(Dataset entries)
────────
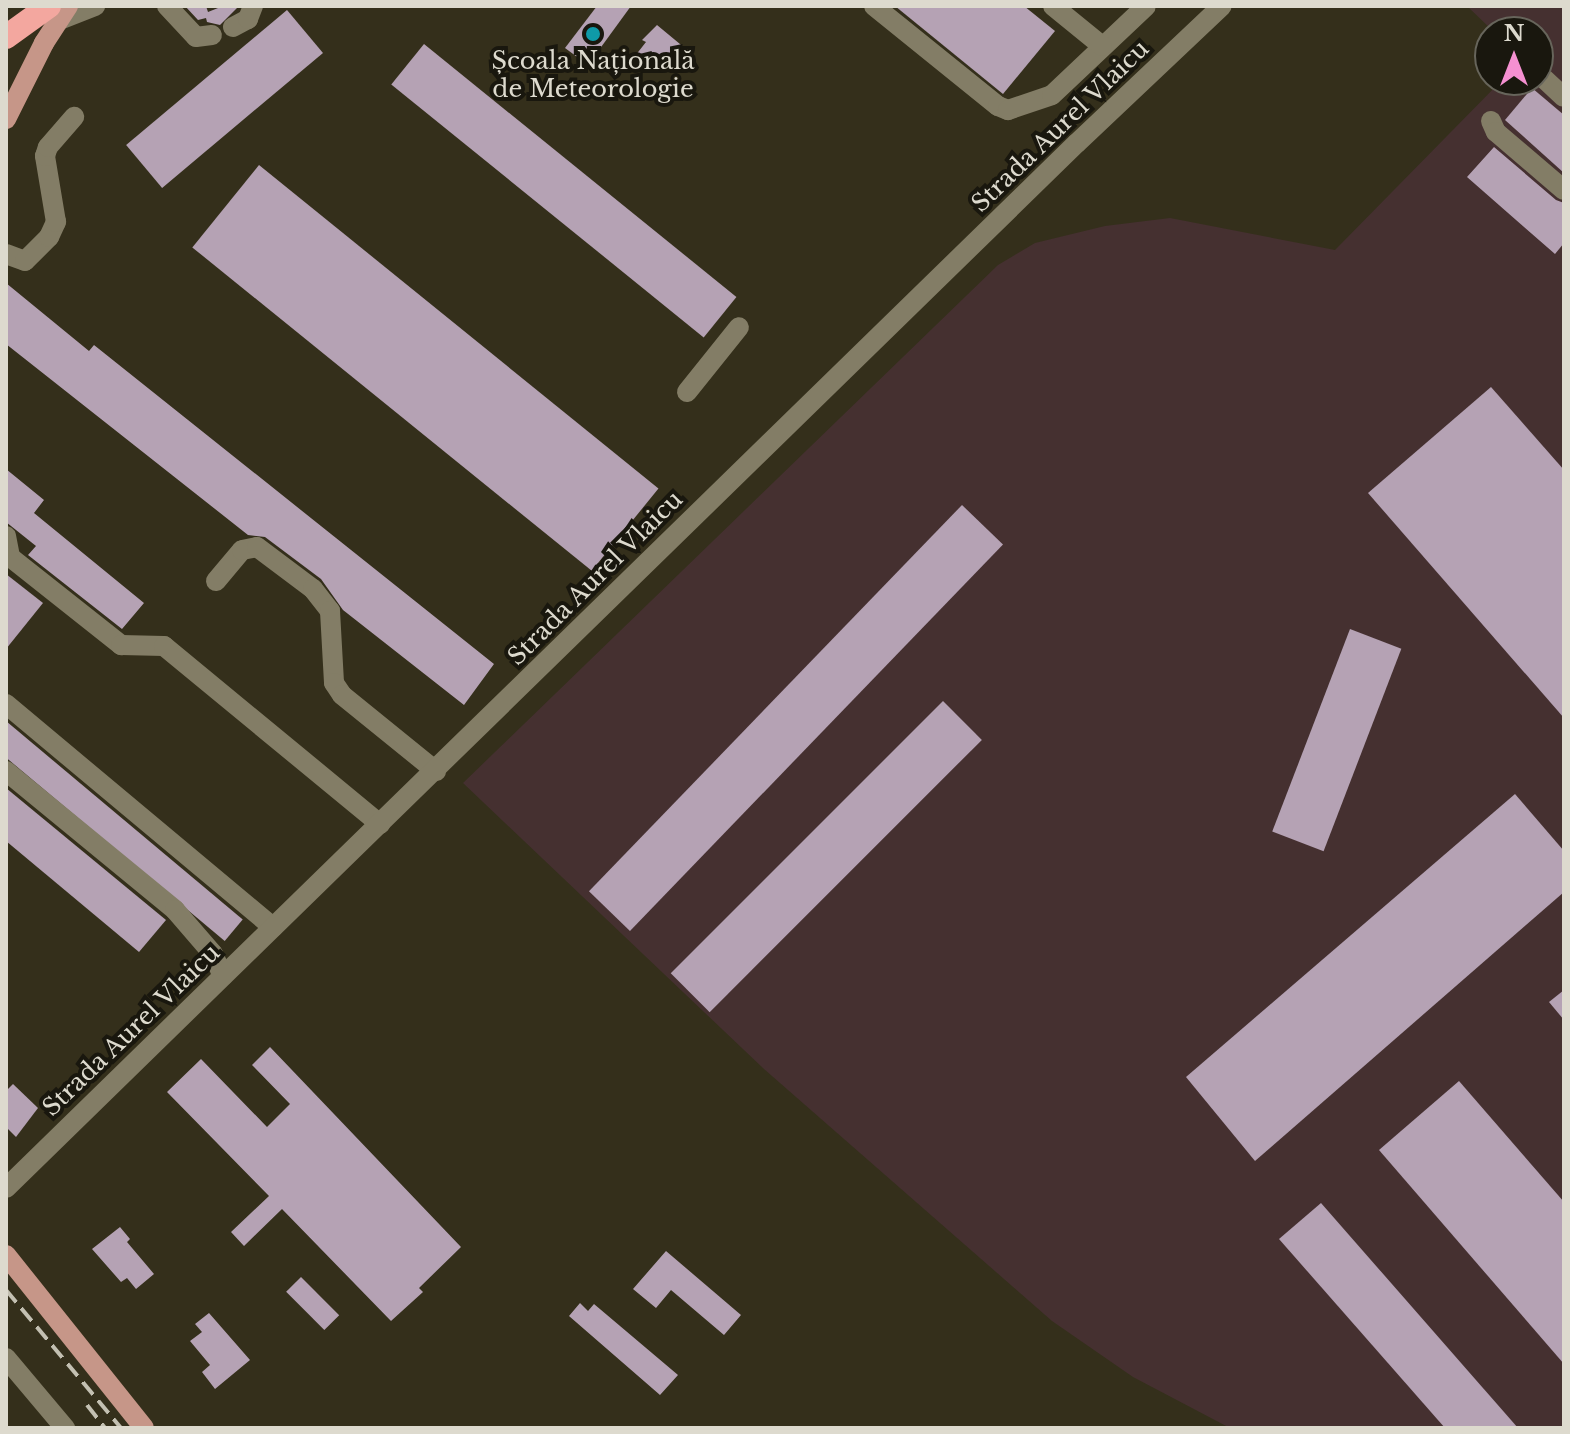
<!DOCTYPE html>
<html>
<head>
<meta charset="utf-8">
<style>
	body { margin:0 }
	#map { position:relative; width:1570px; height:1434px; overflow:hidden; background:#342f1b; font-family:"Libre Baskerville",serif }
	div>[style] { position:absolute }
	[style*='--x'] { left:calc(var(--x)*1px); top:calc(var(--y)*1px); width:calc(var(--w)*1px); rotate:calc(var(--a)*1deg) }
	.industrial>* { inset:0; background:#453030 }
	.building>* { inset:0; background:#b5a2b4; transform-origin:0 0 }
	.minor>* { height:20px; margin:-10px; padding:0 10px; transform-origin:10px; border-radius:10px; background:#837d66 }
	.major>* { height:20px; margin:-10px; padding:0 10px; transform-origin:10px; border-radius:10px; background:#c69688 }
	.highway>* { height:24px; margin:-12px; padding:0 12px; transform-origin:12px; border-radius:12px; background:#f3a79f }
	.rail>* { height:4px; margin-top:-2px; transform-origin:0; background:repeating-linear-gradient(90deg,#c3c0b2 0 16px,transparent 0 24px) }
	.dots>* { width:22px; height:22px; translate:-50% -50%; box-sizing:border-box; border:4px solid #19170e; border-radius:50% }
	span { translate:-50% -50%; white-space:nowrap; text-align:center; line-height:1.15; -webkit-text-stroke:8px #19170e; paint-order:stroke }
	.poi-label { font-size:24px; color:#dddace }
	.street-label { font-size:24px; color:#dddace }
	.frame { position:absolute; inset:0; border:8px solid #dddace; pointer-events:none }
	.north { position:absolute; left:1474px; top:16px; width:80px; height:80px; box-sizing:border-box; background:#19170e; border:2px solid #67655b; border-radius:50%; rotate:0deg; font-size:22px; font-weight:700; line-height:32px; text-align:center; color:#dddace }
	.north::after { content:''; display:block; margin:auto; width:28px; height:36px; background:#f590d1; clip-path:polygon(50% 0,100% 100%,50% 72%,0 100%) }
</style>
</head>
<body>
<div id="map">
	<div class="industrial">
		<i style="clip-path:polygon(1467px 6px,1564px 6px,1564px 1428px,1230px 1428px,1133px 1377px,1052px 1321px,764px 1069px,463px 783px,998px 265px,1035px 243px,1105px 226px,1170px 218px,1335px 250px,1502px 80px,1538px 80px,1538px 32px,1494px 32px)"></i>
	</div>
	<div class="building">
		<i style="clip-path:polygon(185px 6px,206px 6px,208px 12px,223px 6px,239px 6px,220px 25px,207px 22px,206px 18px,198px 20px)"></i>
		<i style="clip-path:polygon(597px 6px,631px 6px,588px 65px,565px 48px)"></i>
		<i style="clip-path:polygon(895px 6px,1024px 6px,1055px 31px,1003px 94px)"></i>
		<i style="left:287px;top:10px;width:56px;height:210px;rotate:50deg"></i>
		<i style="clip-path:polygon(657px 25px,686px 49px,679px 58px,672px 53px,657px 73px,635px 56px,646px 42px,642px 40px)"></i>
		<i style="left:424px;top:44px;width:402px;height:52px;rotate:39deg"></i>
		<i style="clip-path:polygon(1532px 88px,1564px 115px,1564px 173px,1505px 120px)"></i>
		<i style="clip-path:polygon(1494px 147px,1556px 200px,1564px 203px,1564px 243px,1555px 254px,1467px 177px)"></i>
		<i style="left:259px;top:165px;width:514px;height:106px;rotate:39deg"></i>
		<i style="clip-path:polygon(6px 283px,89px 351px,94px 345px,494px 664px,464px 705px,343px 610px,321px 579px,265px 537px,248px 535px,6px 344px)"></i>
		<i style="clip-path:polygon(1491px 387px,1564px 470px,1564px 718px,1368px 493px)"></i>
		<i style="clip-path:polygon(6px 469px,44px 500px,34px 513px,144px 603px,122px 629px,28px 555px,36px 546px,6px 522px)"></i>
		<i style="left:962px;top:505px;width:57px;height:537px;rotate:44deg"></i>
		<i style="clip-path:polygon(6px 574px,43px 603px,6px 649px)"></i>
		<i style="left:1350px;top:629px;width:55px;height:217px;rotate:21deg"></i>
		<i style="left:943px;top:701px;width:55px;height:385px;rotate:45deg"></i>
		<i style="left:6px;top:721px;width:309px;height:28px;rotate:40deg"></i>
		<i style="clip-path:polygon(6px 788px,166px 920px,139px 952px,6px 841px)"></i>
		<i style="clip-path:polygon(1515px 794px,1564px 851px,1564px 892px,1255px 1161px,1186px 1077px)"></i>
		<i style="clip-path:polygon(1564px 990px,1564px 1020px,1549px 1002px)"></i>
		<i style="clip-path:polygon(270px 1047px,461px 1247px,419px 1288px,423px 1292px,391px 1321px,282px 1209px,244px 1246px,231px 1232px,269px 1196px,167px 1092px,201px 1059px,267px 1127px,290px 1104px,252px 1065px)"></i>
		<i style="clip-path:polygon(1459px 1081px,1564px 1202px,1564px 1364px,1379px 1150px)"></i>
		<i style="clip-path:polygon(13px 1084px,38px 1108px,16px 1137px,6px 1127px,6px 1091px)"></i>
		<i style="clip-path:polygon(1321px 1203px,1518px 1428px,1445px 1428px,1279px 1239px)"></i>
		<i style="clip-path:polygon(120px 1227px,130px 1239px,127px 1242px,154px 1274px,136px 1289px,127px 1278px,121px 1282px,92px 1249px)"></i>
		<i style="clip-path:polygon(666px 1251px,741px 1315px,724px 1335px,671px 1290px,656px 1308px,633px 1289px)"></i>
		<i style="left:301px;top:1277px;width:54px;height:21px;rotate:45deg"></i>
		<i style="clip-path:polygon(580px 1303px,588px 1311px,594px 1304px,678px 1375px,660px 1395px,569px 1316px)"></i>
		<i style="clip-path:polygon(209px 1313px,250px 1360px,215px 1389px,202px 1372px,210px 1365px,190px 1341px,202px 1332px,195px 1324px)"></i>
	</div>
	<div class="minor">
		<i style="--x:167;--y:6;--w:42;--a:46.9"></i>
		<i style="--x:196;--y:37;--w:16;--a:-7"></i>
		<i style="--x:874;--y:6;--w:159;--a:38.9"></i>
		<i style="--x:998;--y:106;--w:11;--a:22"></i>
		<i style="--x:1008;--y:110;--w:46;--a:-18.8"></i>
		<i style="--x:1052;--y:95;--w:129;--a:-43.4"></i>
		<i style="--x:1053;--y:6;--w:63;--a:39.2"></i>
		<i style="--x:57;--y:21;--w:41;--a:-21.5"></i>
		<i style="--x:233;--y:27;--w:17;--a:-28"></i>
		<i style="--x:248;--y:19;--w:14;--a:-69"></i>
		<i style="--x:1538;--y:73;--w:35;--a:43"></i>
		<i style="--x:1491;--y:121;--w:12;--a:66"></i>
		<i style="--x:1496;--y:132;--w:89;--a:40.5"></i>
		<i style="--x:6;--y:254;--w:20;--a:20"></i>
		<i style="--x:25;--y:261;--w:34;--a:-45"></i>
		<i style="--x:49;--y:237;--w:17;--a:-65"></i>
		<i style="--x:56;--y:222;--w:67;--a:-99.5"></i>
		<i style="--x:45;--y:156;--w:9;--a:-72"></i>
		<i style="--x:48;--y:147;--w:40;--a:-49"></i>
		<i style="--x:687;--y:392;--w:83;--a:-51.3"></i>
		<i style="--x:6;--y:536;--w:21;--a:79"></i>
		<i style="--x:10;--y:557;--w:142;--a:38.4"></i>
		<i style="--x:121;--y:645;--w:43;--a:1.3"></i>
		<i style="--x:164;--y:646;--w:280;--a:39.5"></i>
		<i style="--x:216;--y:581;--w:40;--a:-50"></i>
		<i style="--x:242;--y:550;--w:15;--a:-11"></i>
		<i style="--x:257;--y:547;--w:70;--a:36.9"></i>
		<i style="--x:313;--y:589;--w:28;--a:52"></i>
		<i style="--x:330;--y:611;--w:72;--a:86.8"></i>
		<i style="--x:334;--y:683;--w:14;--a:56"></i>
		<i style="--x:342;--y:695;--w:121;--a:39"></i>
		<i style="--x:6;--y:704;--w:348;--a:39.9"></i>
		<i style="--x:6;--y:771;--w:219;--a:39.4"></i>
		<i style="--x:175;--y:910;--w:58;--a:49.2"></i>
		<i style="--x:213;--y:954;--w:24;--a:66"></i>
		<i style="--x:6;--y:1188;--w:1496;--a:-44.3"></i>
		<i style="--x:1077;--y:143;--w:199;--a:-43.4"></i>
		<i style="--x:6;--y:1358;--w:92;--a:49.9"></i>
	</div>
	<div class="major">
		<i style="--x:6;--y:119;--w:85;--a:-63.4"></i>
		<i style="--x:44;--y:43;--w:44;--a:-57"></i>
		<i style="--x:6;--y:1255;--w:221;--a:51.4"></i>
	</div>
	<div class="highway">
		<i style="--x:6;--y:37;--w:53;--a:-35.8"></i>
	</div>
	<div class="rail">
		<i style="--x:6;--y:1290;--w:180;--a:50.2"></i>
		<i style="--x:87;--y:1405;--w:29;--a:52"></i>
	</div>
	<div class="dots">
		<i style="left:593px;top:34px;background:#0f9aa8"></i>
	</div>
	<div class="poi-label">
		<span style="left:593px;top:75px">Școala Națională<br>de Meteorologie</span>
	</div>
	<div class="street-label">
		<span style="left:1060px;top:126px;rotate:-44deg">Strada Aurel Vlaicu</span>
		<span style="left:595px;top:578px;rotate:-45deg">Strada Aurel Vlaicu</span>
		<span style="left:131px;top:1030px;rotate:-44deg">Strada Aurel Vlaicu</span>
	</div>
	<div class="frame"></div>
	<div class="north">N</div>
</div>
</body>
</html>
────────
◆ **TASK REQUIREMENTS**:
Your answer should be the lines from the first record down to the line containing "position:absolute; left:1474px; top:16px;", restated exactly, with no pictures.

◆ **EXERCISE SOLUTION**:
<!DOCTYPE html>
<html>
<head>
<meta charset="utf-8">
<style>
	body { margin:0 }
	#map { position:relative; width:1570px; height:1434px; overflow:hidden; background:#342f1b; font-family:"Libre Baskerville",serif }
	div>[style] { position:absolute }
	[style*='--x'] { left:calc(var(--x)*1px); top:calc(var(--y)*1px); width:calc(var(--w)*1px); rotate:calc(var(--a)*1deg) }
	.industrial>* { inset:0; background:#453030 }
	.building>* { inset:0; background:#b5a2b4; transform-origin:0 0 }
	.minor>* { height:20px; margin:-10px; padding:0 10px; transform-origin:10px; border-radius:10px; background:#837d66 }
	.major>* { height:20px; margin:-10px; padding:0 10px; transform-origin:10px; border-radius:10px; background:#c69688 }
	.highway>* { height:24px; margin:-12px; padding:0 12px; transform-origin:12px; border-radius:12px; background:#f3a79f }
	.rail>* { height:4px; margin-top:-2px; transform-origin:0; background:repeating-linear-gradient(90deg,#c3c0b2 0 16px,transparent 0 24px) }
	.dots>* { width:22px; height:22px; translate:-50% -50%; box-sizing:border-box; border:4px solid #19170e; border-radius:50% }
	span { translate:-50% -50%; white-space:nowrap; text-align:center; line-height:1.15; -webkit-text-stroke:8px #19170e; paint-order:stroke }
	.poi-label { font-size:24px; color:#dddace }
	.street-label { font-size:24px; color:#dddace }
	.frame { position:absolute; inset:0; border:8px solid #dddace; pointer-events:none }
	.north { position:absolute; left:1474px; top:16px; width:80px; height:80px; box-sizing:border-box; background:#19170e; border:2px solid #67655b; border-radius:50%; rotate:0deg; font-size:22px; font-weight:700; line-height:32px; text-align:center; color:#dddace }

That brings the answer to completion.